Using the listing below, say how many lines have the string "Mills" in them, giving the number alone.
[Extracted entries Boundary: Start]
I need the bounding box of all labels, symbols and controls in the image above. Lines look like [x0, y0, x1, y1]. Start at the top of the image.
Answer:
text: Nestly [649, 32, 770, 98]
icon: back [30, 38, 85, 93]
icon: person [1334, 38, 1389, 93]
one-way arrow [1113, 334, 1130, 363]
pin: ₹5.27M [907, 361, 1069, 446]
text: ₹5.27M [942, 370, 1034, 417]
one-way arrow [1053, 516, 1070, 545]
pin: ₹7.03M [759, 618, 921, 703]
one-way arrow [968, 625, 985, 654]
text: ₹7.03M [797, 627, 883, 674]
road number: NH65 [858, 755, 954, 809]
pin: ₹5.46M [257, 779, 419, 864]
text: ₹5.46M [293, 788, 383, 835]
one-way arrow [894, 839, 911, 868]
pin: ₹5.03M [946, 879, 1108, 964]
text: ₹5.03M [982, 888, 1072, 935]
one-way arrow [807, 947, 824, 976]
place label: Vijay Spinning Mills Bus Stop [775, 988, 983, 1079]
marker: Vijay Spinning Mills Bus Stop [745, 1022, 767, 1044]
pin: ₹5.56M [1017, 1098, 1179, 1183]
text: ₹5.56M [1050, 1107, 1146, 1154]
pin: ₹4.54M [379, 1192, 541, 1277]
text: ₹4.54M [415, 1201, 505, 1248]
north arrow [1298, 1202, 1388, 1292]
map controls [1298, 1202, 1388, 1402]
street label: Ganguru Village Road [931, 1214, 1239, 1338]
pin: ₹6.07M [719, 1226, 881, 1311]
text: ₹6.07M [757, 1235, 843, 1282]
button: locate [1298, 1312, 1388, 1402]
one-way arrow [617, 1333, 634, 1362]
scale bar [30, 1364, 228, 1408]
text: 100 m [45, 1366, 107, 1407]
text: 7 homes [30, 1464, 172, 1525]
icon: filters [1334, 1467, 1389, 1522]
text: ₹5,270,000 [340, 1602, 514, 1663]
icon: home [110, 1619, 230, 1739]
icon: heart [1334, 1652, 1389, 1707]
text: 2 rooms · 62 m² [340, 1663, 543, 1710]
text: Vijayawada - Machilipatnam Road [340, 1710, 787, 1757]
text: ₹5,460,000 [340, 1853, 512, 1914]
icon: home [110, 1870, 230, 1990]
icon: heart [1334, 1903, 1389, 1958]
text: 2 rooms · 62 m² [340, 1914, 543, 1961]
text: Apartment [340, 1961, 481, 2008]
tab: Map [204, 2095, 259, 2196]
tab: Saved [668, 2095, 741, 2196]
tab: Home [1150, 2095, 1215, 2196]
[Extracted entries Boundary: End]
Answer:
2